*PROBLEM REQUIREMENTS*
Among the entries that follow, some lines contain the word "body". Show all of them.

*PROVIDED ENTRIES*
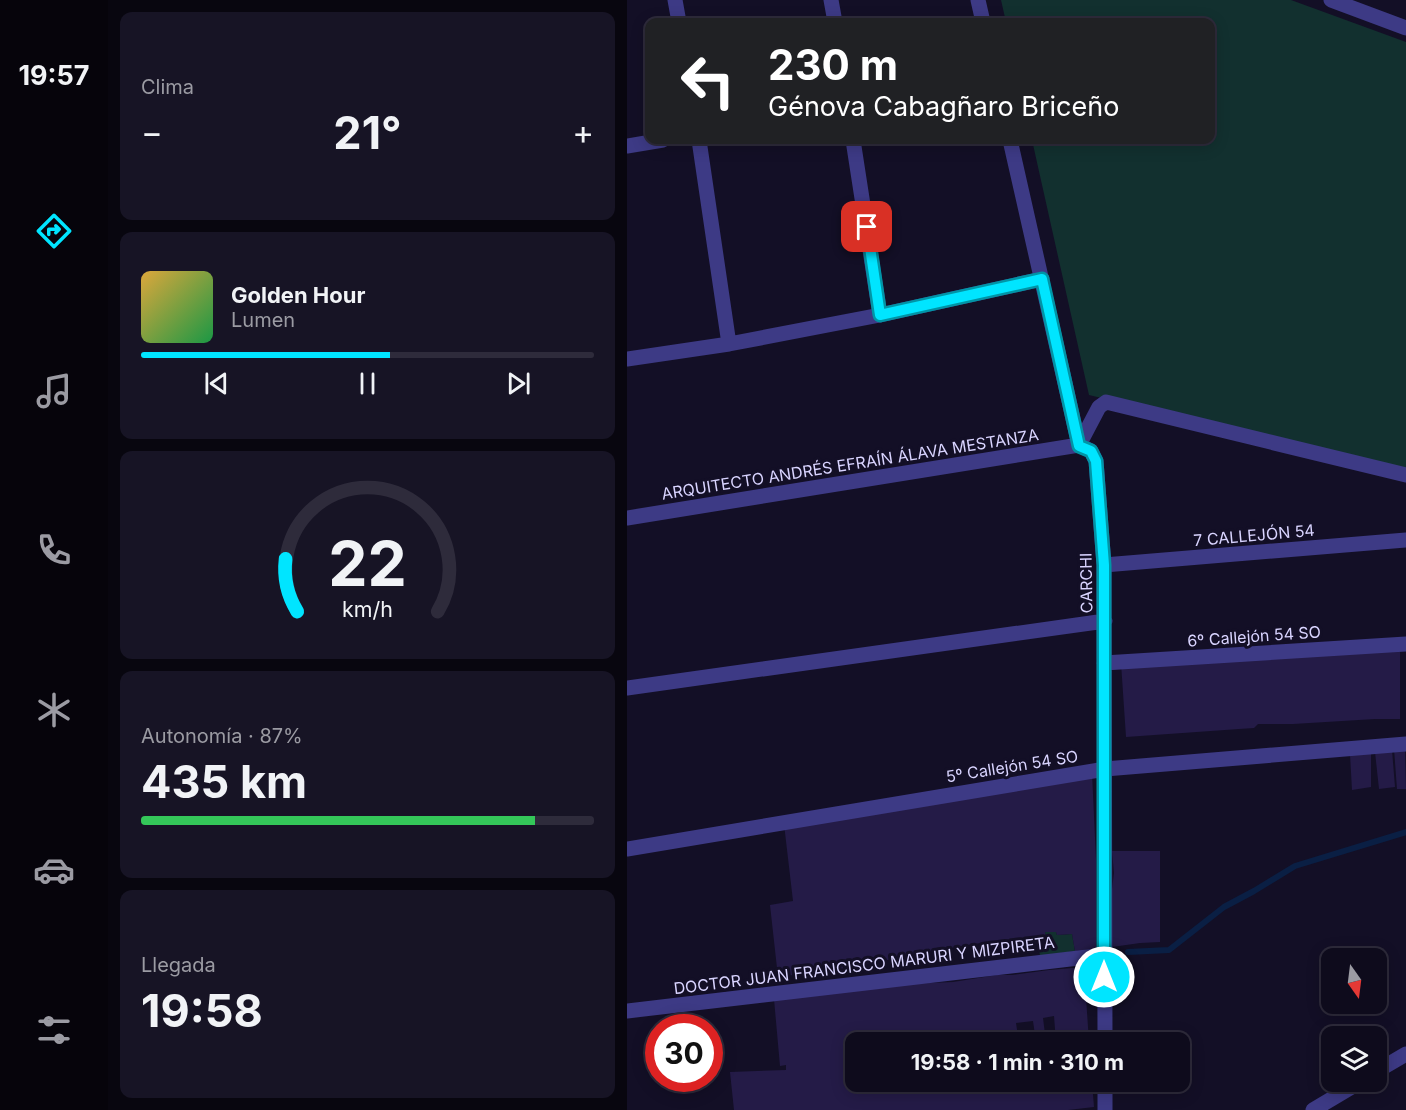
<!DOCTYPE html>
<html lang="es">
<head>
<meta charset="utf-8">
<style>
  body { margin:0; font-family:Inter,sans-serif; background:#171425; color:#f1f3f6; height:100vh; display:flex; flex-direction:column; font-size:22px; white-space:nowrap }
  * { box-sizing:border-box; margin:0 }
  p { font-size:20px; color:#9b9ba3 }
  .icon { flex:none; width:33px; height:33px; fill:none; stroke:currentColor; stroke-width:2; stroke-linecap:round; stroke-linejoin:round }
  .map { position:relative; flex:1; overflow:hidden }
  .details { display:flex; flex-direction:column; gap:12px; padding:12px; background:#08060f; width:519px }
  .details>* { flex:none }
  .banner { position:absolute; left:18px; top:18px; width:570px; height:126px; border-radius:12px; box-shadow:0 3px 15px #0003,0 0 0 2px #2e2b3b; background:#202124; color:#fff; overflow:hidden }
  .needle { width:39px; rotate:166deg }
  .buttons { position:absolute; left:694px; top:948px; display:grid; gap:12px }
  .buttons a { display:grid; place-items:center; width:66px; height:66px; border-radius:12px; background:#0e0b1c; box-shadow:0 3px 15px #0003,0 0 0 2px #2e2b3b; font-size:30px }
  .speed { position:absolute; left:18px; top:1014px; display:flex; gap:12px; font-size:30px; font-weight:700; text-align:center }
  .speed>* { display:grid; place-content:center; width:78px; height:78px; border-radius:50%; background:#0e0b1c; box-shadow:0 3px 15px #0003,0 0 0 2px #2e2b3b; line-height:1 }
  .speed .limit { border:9px solid #d22; background:#fff; color:#111 }
  .pin { position:absolute; display:grid; place-items:center; width:51px; height:51px; color:#fff; margin:-26px; border-radius:12px; box-shadow:0 3px 9px #0006 }
  .me { position:absolute; width:66px; margin:-33px; rotate:0deg; stroke-linejoin:round; filter:drop-shadow(0 0 4px #0008) }
  .turn { display:flex; align-items:center; gap:21px; height:126px; padding:0 24px; font-size:27px }
  .turn .icon { width:78px; height:78px; stroke-width:2.5 }
  .turn b { display:block; font-size:42px; line-height:51px }
  .big { font-size:45px; font-weight:700; line-height:1.1 }
  .details .tile { flex:1; display:flex; flex-direction:column; justify-content:center; gap:9px; min-width:0; padding:0 21px; border-radius:12px; background:#171425 }
  .details .dial { align-items:center; gap:0 }
  .dial svg { height:156px; overflow:visible; fill:none; stroke:#2e2b3b; stroke-width:7; stroke-linecap:round; text-anchor:middle }
  .dial text { fill:#f1f3f6; stroke:none }
  .song { display:flex; align-items:center; gap:18px }
  .cover { width:72px; height:72px; border-radius:9px; background:linear-gradient(135deg,hsl(40 70% 55%),hsl(140 70% 35%)) }
  .played { height:6px; border-radius:3px; background:linear-gradient(90deg,#00e5ff 55%,#2e2b3b 55%) }
  .keys { display:flex; justify-content:space-around; direction:ltr }
  .heat { display:flex; justify-content:space-between; align-items:center; font-size:33px; direction:ltr }
  .charge { height:9px; border-radius:4px; background:linear-gradient(90deg,#34c759 87%,#2e2b3b 0) }
  .trip { position:absolute; left:218px; top:1032px; width:345px; height:60px; border-radius:12px; background:#0e0b1c; box-shadow:0 3px 15px #0003,0 0 0 2px #2e2b3b; font-weight:700; line-height:60px; text-align:center }
  main { display:flex; flex:1; min-height:0 }
  .dock { display:flex; flex-direction:column; width:108px; justify-content:space-around; align-items:center; background:#06040b; color:#9b9ba3 }
  .dock .icon { width:42px; height:42px }
  .dock .on { color:#00e5ff }
  .dock b { font-size:27px; color:#f1f3f6 }
  .map>svg:first-child { display:block }
  .green { fill:#12302f }
  .lines { fill:none; stroke-linecap:round; stroke-linejoin:round }
  .stream { stroke:#0a1f44; stroke-width:6 }
  .building { fill:#241b47 }
  .minor { stroke:#3d3a85; stroke-width:15 }
  .route-casing { stroke:#0095a6; stroke-width:15 }
  .route { stroke:#00e5ff; stroke-width:10 }
  .labels { text-anchor:middle; dominant-baseline:central; stroke-width:6; stroke-linejoin:round; paint-order:stroke }
  .street-label { font-size:16px; fill:#d9d4ff; stroke:#130f26 }
</style>
</head>
<body>
<main>
<nav class="dock">
<b>19:57</b>
<svg class="icon on" aria-label="directions" viewBox="0 0 24 24"><path d="M12 3l9 9-9 9-9-9zM9 14v-3h6M13 9l2 2-2 2"/></svg>
<svg class="icon" aria-label="music" viewBox="0 0 24 24"><path d="M9 18V5l10-2v13"/><circle cx="6" cy="18" r="3"/><circle cx="16" cy="16" r="3"/></svg>
<svg class="icon" aria-label="phone" viewBox="0 0 24 24"><path d="M5 4h4l2 5-3 2q2 4 5 5l2-3 5 2v4C11 20 4 13 5 4z"/></svg>
<svg class="icon" aria-label="climate" viewBox="0 0 24 24"><path d="M12 3v18M4 7l16 10M4 17L20 7"/></svg>
<svg class="icon" aria-label="car" viewBox="0 0 24 24"><path d="M5 17H2v-5l4-1 3-4h7l3 4 3 1v5h-3M9 17h6M6 11h13"/><circle cx="7" cy="17" r="2"/><circle cx="17" cy="17" r="2"/></svg>
<svg class="icon" aria-label="filters" viewBox="0 0 24 24"><path d="M4 7h16M4 17h16"/><circle cx="9" cy="7" r="2"/><circle cx="15" cy="17" r="2"/></svg>
</nav>
<section class="details">
<div class="tile"><p>Clima</p>
<div class="heat"><a>−</a><b class="big">21°</b><a>+</a></div>
</div>
<div class="tile">
<div class="song"><i class="cover"></i><div><b>Golden Hour</b><p>Lumen</p></div></div>
<div class="played"></div>
<div class="keys"><svg class="icon" aria-label="previous" viewBox="0 0 24 24"><path d="M18 5L8 12l10 7zM5 5v14"/></svg><svg class="icon" aria-label="pause" viewBox="0 0 24 24"><path d="M8 5v14M16 5v14"/></svg><svg class="icon" aria-label="next" viewBox="0 0 24 24"><path d="M6 5l10 7-10 7zM19 5v14"/></svg></div>
</div>
<div class="tile dial"><svg viewBox="0 0 100 80">
<path d="M14 69A42 42 0 1 1 86 69"/>
<path d="M14 69A42 42 0 0 1 8 42" stroke="#00e5ff"/>
<text x="50" y="56" font-size="32" font-weight="700">22</text>
<text x="50" y="72" font-size="11">km/h</text>
</svg></div>
<div class="tile"><p>Autonomía · 87%</p><b class="big">435 km</b><div class="charge"></div></div>
<div class="tile"><p>Llegada</p><b class="big">19:58</b></div>
</section>
<div class="map">
<svg width="779" height="1110" viewBox="0 0 779 1110">
  <rect width="100%" height="100%" fill="#130f26"/>
  <path class="green" d="M374,0H664L779,42V471L462,395L405,140H584V22H379Z
    M418,932H429L430,935L445,934L448,951L413,956L411,943L419,941Z"/>
  <g class="lines">
    <path class="stream" d="M501,952L542,950L597,907L627,891L668,866L779,832"/>
  </g>
  <path class="building" d="M773,648V719H748L666,724H631L627,728L612,729L499,737L494,663Z
    M778,746L779,789H770L767,749Z
    M765,750L768,787L752,789L748,752Z
    M744,753V787L725,790L723,754Z
    M465,773L469,859V948L448,951L445,934L430,935L429,932H418L419,942L403,944L402,937L387,939L346,944L212,969L151,977L143,905L166,901L157,824Z
    M485,851H533V942L513,943L485,947V889L487,873Z
    M457,967L462,1042H429L427,1016L416,1018L419,1042H409L406,1021L389,1023L391,1036L401,1034L402,1042H228V1082H465L467,1107L441,1110H107L103,1072L159,1070V1065L153,1066L147,999L278,984L326,982L370,975H385L422,970Z"/>
  <g class="lines">
    <path class="minor" d="M48,0L52,22
      M204,0L208,22
      M351,0L356,22
      M704,0L779,28
      M72,140L102,344
      M226,140L253,315
      M383,140L452,445
      M0,146L36,140
      M0,359L102,344L253,315L415,279
      M452,445L464,451L469,461L477,565L478,1042
      M452,445L472,407L479,402L779,475
      M0,518L452,445
      M477,565L779,540
      M477,663L779,644
      M0,688L478,621
      M0,849L478,769L779,744
      M0,1011L477,955
      M750,1071L779,1054
      M478,1082V1110
      M686,1110L733,1082"/>
  </g>
  <g class="lines">
    <defs>
      <path id="route" d="M240,227L253,315L415,279L452,446L464,451L469,461L477,565V977"/>
    </defs>
    <use href="#route" class="route-casing"/>
    <use href="#route" class="route"/>
  </g>
  <g class="labels">
    <g class="street-label">
      <text transform="translate(223 464) rotate(-9)">ARQUITECTO ANDRÉS EFRAÍN ÁLAVA MESTANZA</text>
      <text transform="translate(627 535) rotate(-5)">7 CALLEJÓN 54</text>
      <text transform="translate(459 583) rotate(-91)">CARCHI</text>
      <text transform="translate(627 636) rotate(-4)">6º Callejón 54 SO</text>
      <text transform="translate(385 766) rotate(-9)">5º Callejón 54 SO</text>
      <text transform="translate(237 965) rotate(-7)">DOCTOR JUAN FRANCISCO MARURI Y MIZPIRETA</text>
    </g>
  </g>
</svg>
<div class="buttons">
<a><svg class="needle" viewBox="-14 -14 28 28"><path d="M0-13l5 13h-10z" fill="#e53935"/><path d="M0 13l5-13h-10z" fill="#9b9ba3"/></svg></a>
<a><svg class="icon" aria-label="layers" viewBox="0 0 24 24"><path d="M12 4l9 5-9 5-9-5zM3 14l9 5 9-5"/></svg></a>
</div>
<div class="speed"><div class="limit">30</div></div>
<div class="pin" style="left:240px;top:227px;background:#d93025"><svg class="icon" aria-label="arrive" viewBox="0 0 24 24"><path d="M6 21V4h12l-3 4 3 4H6"/></svg></div>
<svg class="me" style="left:477px;top:977px" viewBox="-20 -20 40 40"><circle r="17" fill="#00e5ff" stroke="#fff" stroke-width="3"/><path d="M0-11L8 9 0 5-8 9z" fill="#fff"/></svg>
<div class="trip">19:58 · 1 min · 310 m</div>
<div class="banner">
<div class="turn"><svg class="icon" aria-label="left" viewBox="0 0 24 24"><path d="M17 20v-9H6M10 6l-5 5 5 5"/></svg><div><b>230 m</b>Génova Cabagñaro Briceño</div></div>
</div>
</div>
</main>
</body>
</html>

*ANSWER TO THIS EXERCISE*
  body { margin:0; font-family:Inter,sans-serif; background:#171425; color:#f1f3f6; height:100vh; display:flex; flex-direction:column; font-size:22px; white-space:nowrap }
<body>
</body>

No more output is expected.